- **ASSIGNMENT**:
Present each line of the entries below that holds the word "minor".

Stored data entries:
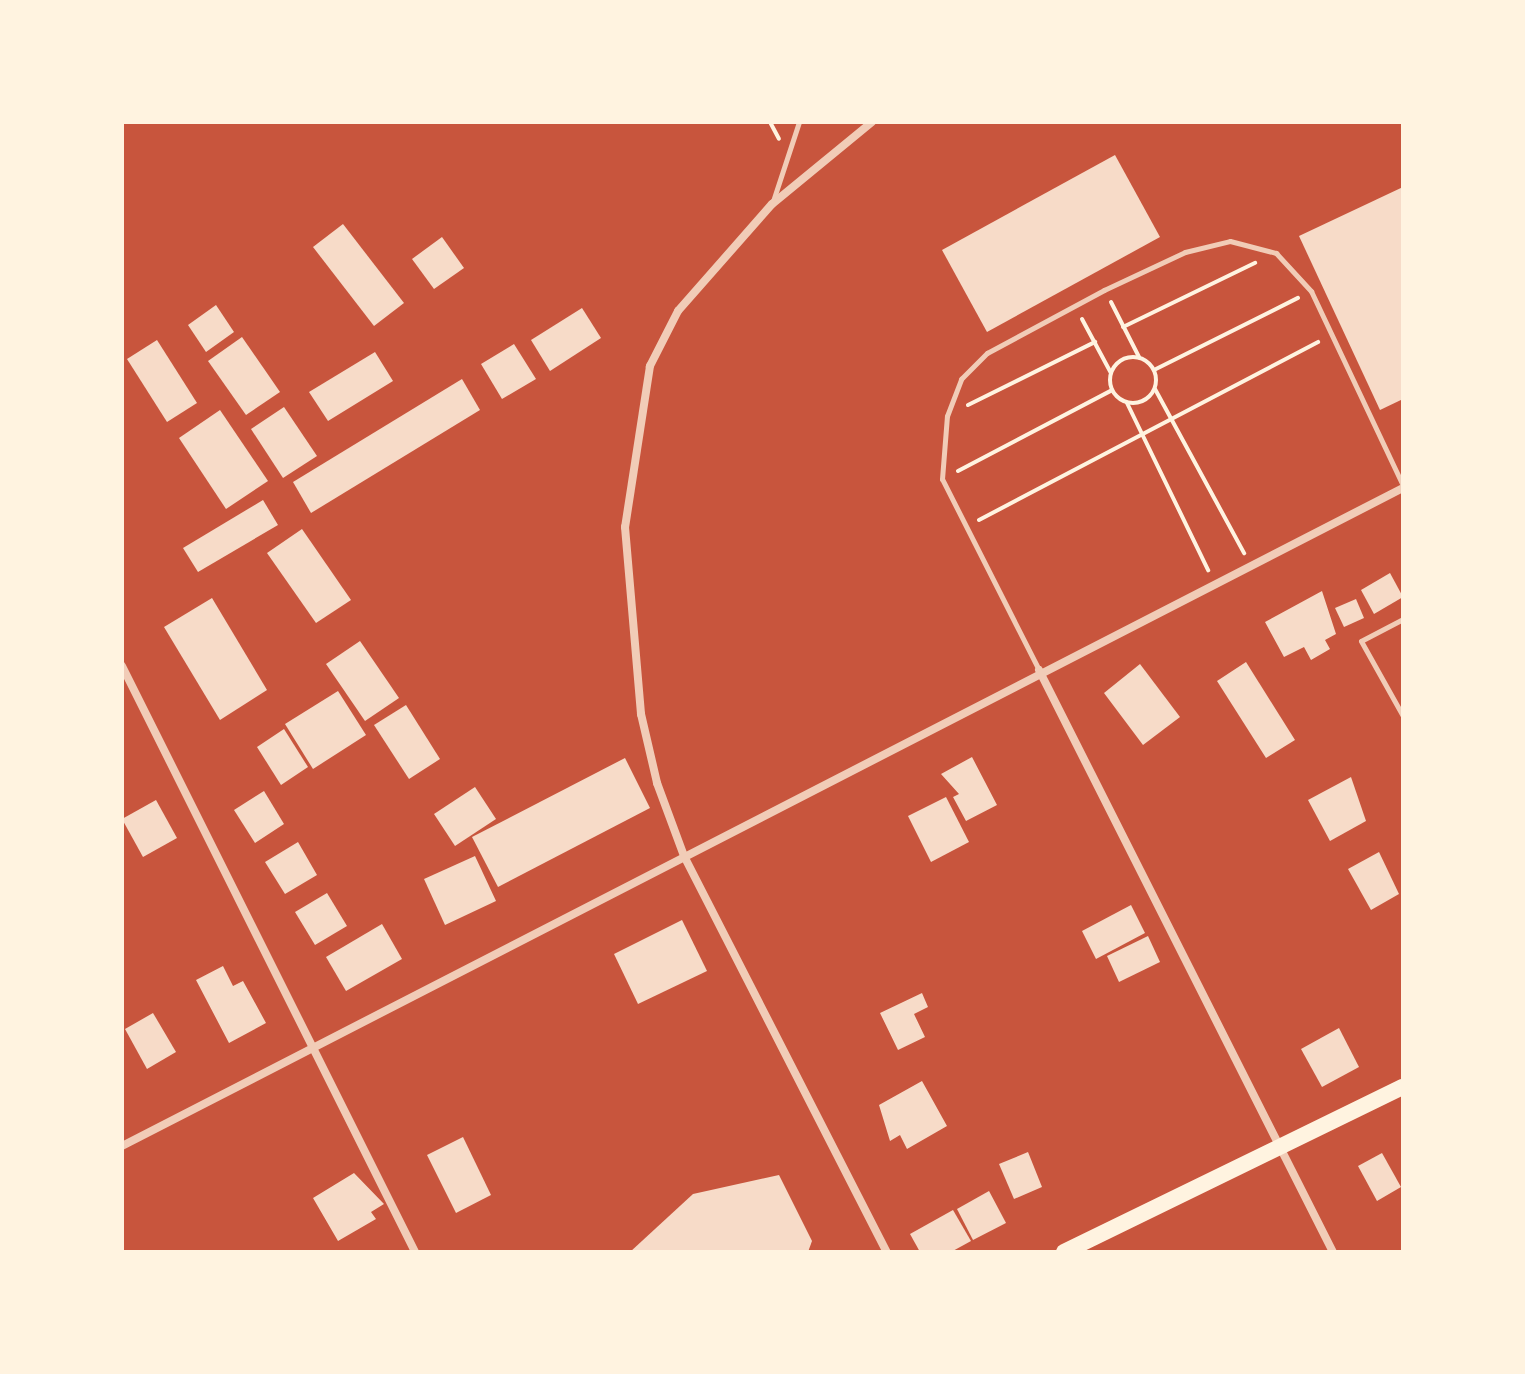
<!DOCTYPE html>
<html>
<head>
<meta charset="utf-8">
<style>
  body { margin:0 }
  #map { position:relative; width:1525px; height:1374px; overflow:hidden; background:#c8553d; font-family:"DM Sans",sans-serif }
  div>[style] { position:absolute }
  .building>* { inset:0; background:#f7dbc8 }
  .path>* { height:4px; margin:-2px; padding:0 2px; transform-origin:2px; border-radius:2px; background:#fff3e0 }
  .path>.ring { margin:-2px; padding:0; box-sizing:content-box; background:none; border:4px solid #fff3e0; border-radius:50% }
  .service>* { height:5px; margin:-2.5px; padding:0 2.5px; transform-origin:2.5px; border-radius:2.5px; background:#f1ccb7 }
  .minor>* { height:8px; margin:-4px; padding:0 4px; transform-origin:4px; border-radius:4px; background:#f1ccb7 }
  .primary>* { height:16px; margin:-8px; padding:0 8px; transform-origin:8px; border-radius:8px; background:#fff3e0 }
  span { translate:-50% -50%; white-space:nowrap; text-align:center; line-height:1.15; -webkit-text-stroke:6px #fff3e0; paint-order:stroke }
  .frame { position:absolute; inset:0; border:124px solid #fff3e0; pointer-events:none }
</style>
</head>
<body>
<div id="map">
  <div class="building">
    <div style="clip-path:polygon(1115px 155px,1160px 237px,987px 332px,942px 250px)"></div>
    <div style="clip-path:polygon(1403px 187px,1403px 399px,1380px 410px,1299px 236px)"></div>
    <div style="clip-path:polygon(343px 224px,404px 303px,374px 326px,313px 247px)"></div>
    <div style="clip-path:polygon(442px 237px,464px 268px,434px 289px,412px 259px)"></div>
    <div style="clip-path:polygon(216px 305px,234px 332px,206px 352px,188px 325px)"></div>
    <div style="clip-path:polygon(582px 308px,601px 338px,550px 371px,531px 340px)"></div>
    <div style="clip-path:polygon(242px 337px,280px 392px,246px 415px,208px 361px)"></div>
    <div style="clip-path:polygon(157px 340px,197px 403px,167px 422px,127px 359px)"></div>
    <div style="clip-path:polygon(514px 344px,536px 379px,502px 399px,481px 364px)"></div>
    <div style="clip-path:polygon(375px 352px,393px 381px,328px 421px,309px 392px)"></div>
    <div style="clip-path:polygon(462px 379px,480px 410px,311px 513px,293px 482px)"></div>
    <div style="clip-path:polygon(284px 407px,317px 456px,283px 478px,251px 429px)"></div>
    <div style="clip-path:polygon(220px 410px,268px 481px,226px 509px,179px 438px)"></div>
    <div style="clip-path:polygon(263px 500px,278px 525px,198px 572px,183px 548px)"></div>
    <div style="clip-path:polygon(302px 529px,351px 600px,316px 623px,267px 553px)"></div>
    <div style="clip-path:polygon(1390px 573px,1403px 597px,1374px 614px,1361px 590px)"></div>
    <div style="clip-path:polygon(1322px 591px,1336px 634px,1325px 640px,1330px 649px,1311px 660px,1304px 647px,1284px 657px,1265px 622px)"></div>
    <div style="clip-path:polygon(212px 598px,267px 690px,220px 720px,164px 627px)"></div>
    <div style="clip-path:polygon(1356px 599px,1364px 618px,1344px 627px,1335px 608px)"></div>
    <div style="clip-path:polygon(360px 641px,399px 698px,365px 721px,326px 664px)"></div>
    <div style="clip-path:polygon(1246px 662px,1295px 740px,1266px 758px,1217px 681px)"></div>
    <div style="clip-path:polygon(1140px 664px,1180px 717px,1143px 745px,1104px 693px)"></div>
    <div style="clip-path:polygon(338px 691px,366px 735px,313px 769px,285px 724px)"></div>
    <div style="clip-path:polygon(406px 705px,440px 759px,409px 779px,374px 725px)"></div>
    <div style="clip-path:polygon(284px 729px,308px 767px,281px 785px,257px 747px)"></div>
    <div style="clip-path:polygon(972px 757px,997px 805px,966px 821px,953px 797px,959px 794px,941px 774px)"></div>
    <div style="clip-path:polygon(625px 758px,650px 808px,498px 887px,472px 837px)"></div>
    <div style="clip-path:polygon(1351px 777px,1366px 821px,1330px 841px,1308px 800px)"></div>
    <div style="clip-path:polygon(475px 787px,496px 819px,455px 846px,434px 814px)"></div>
    <div style="clip-path:polygon(264px 791px,284px 824px,255px 843px,234px 810px)"></div>
    <div style="clip-path:polygon(946px 797px,969px 842px,931px 862px,908px 816px)"></div>
    <div style="clip-path:polygon(156px 800px,177px 838px,143px 857px,122px 819px)"></div>
    <div style="clip-path:polygon(298px 842px,317px 875px,285px 894px,265px 862px)"></div>
    <div style="clip-path:polygon(1379px 852px,1399px 894px,1371px 910px,1348px 869px)"></div>
    <div style="clip-path:polygon(475px 856px,496px 901px,445px 925px,424px 879px)"></div>
    <div style="clip-path:polygon(327px 893px,347px 926px,315px 945px,295px 912px)"></div>
    <div style="clip-path:polygon(1131px 905px,1145px 933px,1096px 959px,1082px 931px)"></div>
    <div style="clip-path:polygon(682px 920px,707px 971px,638px 1004px,614px 954px)"></div>
    <div style="clip-path:polygon(382px 924px,402px 959px,346px 991px,326px 957px)"></div>
    <div style="clip-path:polygon(1148px 936px,1160px 962px,1119px 982px,1107px 956px)"></div>
    <div style="clip-path:polygon(223px 966px,233px 986px,243px 981px,266px 1023px,229px 1043px,196px 980px)"></div>
    <div style="clip-path:polygon(922px 993px,928px 1007px,914px 1014px,925px 1037px,898px 1050px,880px 1013px)"></div>
    <div style="clip-path:polygon(153px 1013px,176px 1052px,147px 1069px,125px 1029px)"></div>
    <div style="clip-path:polygon(1339px 1028px,1359px 1067px,1322px 1087px,1301px 1049px)"></div>
    <div style="clip-path:polygon(922px 1081px,947px 1126px,907px 1149px,900px 1135px,890px 1141px,879px 1105px)"></div>
    <div style="clip-path:polygon(463px 1137px,491px 1195px,456px 1213px,427px 1155px)"></div>
    <div style="clip-path:polygon(1028px 1152px,1042px 1187px,1014px 1199px,999px 1164px)"></div>
    <div style="clip-path:polygon(1382px 1153px,1401px 1187px,1377px 1201px,1358px 1166px)"></div>
    <div style="clip-path:polygon(354px 1173px,384px 1204px,371px 1212px,376px 1219px,338px 1241px,313px 1198px)"></div>
    <div style="clip-path:polygon(779px 1175px,812px 1241px,808px 1252px,630px 1252px,693px 1194px)"></div>
    <div style="clip-path:polygon(989px 1191px,1006px 1223px,973px 1240px,957px 1209px)"></div>
    <div style="clip-path:polygon(953px 1210px,971px 1241px,951px 1252px,920px 1252px,910px 1234px)"></div>
  </div>
  <div class="path">
    <div style="left:770px;top:122px;width:19px;rotate:62deg"></div>
    <div style="left:1111px;top:302px;width:62px;rotate:63deg"></div>
    <div style="left:1082px;top:319px;width:61px;rotate:61.8deg"></div>
    <div style="left:1123px;top:327px;width:147px;rotate:-25.9deg"></div>
    <div class="ring" style="left:1110px;top:357px;width:42px;height:42px"></div>
    <div style="left:1154px;top:370px;width:161px;rotate:-26.6deg"></div>
    <div style="left:1155px;top:389px;width:187px;rotate:61.5deg"></div>
    <div style="left:1127px;top:403px;width:186px;rotate:64.1deg"></div>
    <div style="left:968px;top:405px;width:142px;rotate:-26.4deg"></div>
    <div style="left:958px;top:471px;width:174px;rotate:-27.7deg"></div>
    <div style="left:979px;top:520px;width:383px;rotate:-27.7deg"></div>
  </div>
  <div class="service">
    <div style="left:773px;top:201px;width:83px;rotate:-71.8deg"></div>
    <div style="left:1403px;top:619px;width:47px;rotate:152.4deg"></div>
    <div style="left:1361px;top:641px;width:86px;rotate:60.8deg"></div>
    <div style="left:1039px;top:670px;width:214px;rotate:-116.9deg"></div>
    <div style="left:942px;top:479px;width:63px;rotate:-85.5deg"></div>
    <div style="left:947px;top:416px;width:40px;rotate:-69deg"></div>
    <div style="left:961px;top:379px;width:37px;rotate:-45deg"></div>
    <div style="left:987px;top:353px;width:133px;rotate:-28.3deg"></div>
    <div style="left:1104px;top:290px;width:89px;rotate:-25.1deg"></div>
    <div style="left:1185px;top:252px;width:46px;rotate:-13.7deg"></div>
    <div style="left:1230px;top:241px;width:48px;rotate:14.6deg"></div>
    <div style="left:1276px;top:253px;width:52px;rotate:47.4deg"></div>
    <div style="left:1311px;top:291px;width:216px;rotate:64.7deg"></div>
  </div>
  <div class="minor">
    <div style="left:872px;top:122px;width:129px;rotate:140.6deg"></div>
    <div style="left:772px;top:204px;width:142px;rotate:131.3deg"></div>
    <div style="left:678px;top:311px;width:62px;rotate:117deg"></div>
    <div style="left:650px;top:366px;width:163px;rotate:98.8deg"></div>
    <div style="left:625px;top:527px;width:188px;rotate:85.1deg"></div>
    <div style="left:641px;top:714px;width:71px;rotate:76.9deg"></div>
    <div style="left:657px;top:783px;width:78px;rotate:69.7deg"></div>
    <div style="left:684px;top:856px;width:445px;rotate:62.9deg"></div>
    <div style="left:122px;top:666px;width:655px;rotate:63.43deg"></div>
    <div style="left:1039px;top:670px;width:652px;rotate:63.2deg"></div>
    <div style="left:122px;top:1146px;width:1440px;rotate:-27.19deg"></div>
  </div>
  <div class="primary">
    <div style="left:1064px;top:1252px;width:377px;rotate:-26deg"></div>
  </div>
  <div class="frame"></div>
</div>
</body>
</html>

- **WORKED SOLUTION**:
  .minor>* { height:8px; margin:-4px; padding:0 4px; transform-origin:4px; border-radius:4px; background:#f1ccb7 }
  <div class="minor">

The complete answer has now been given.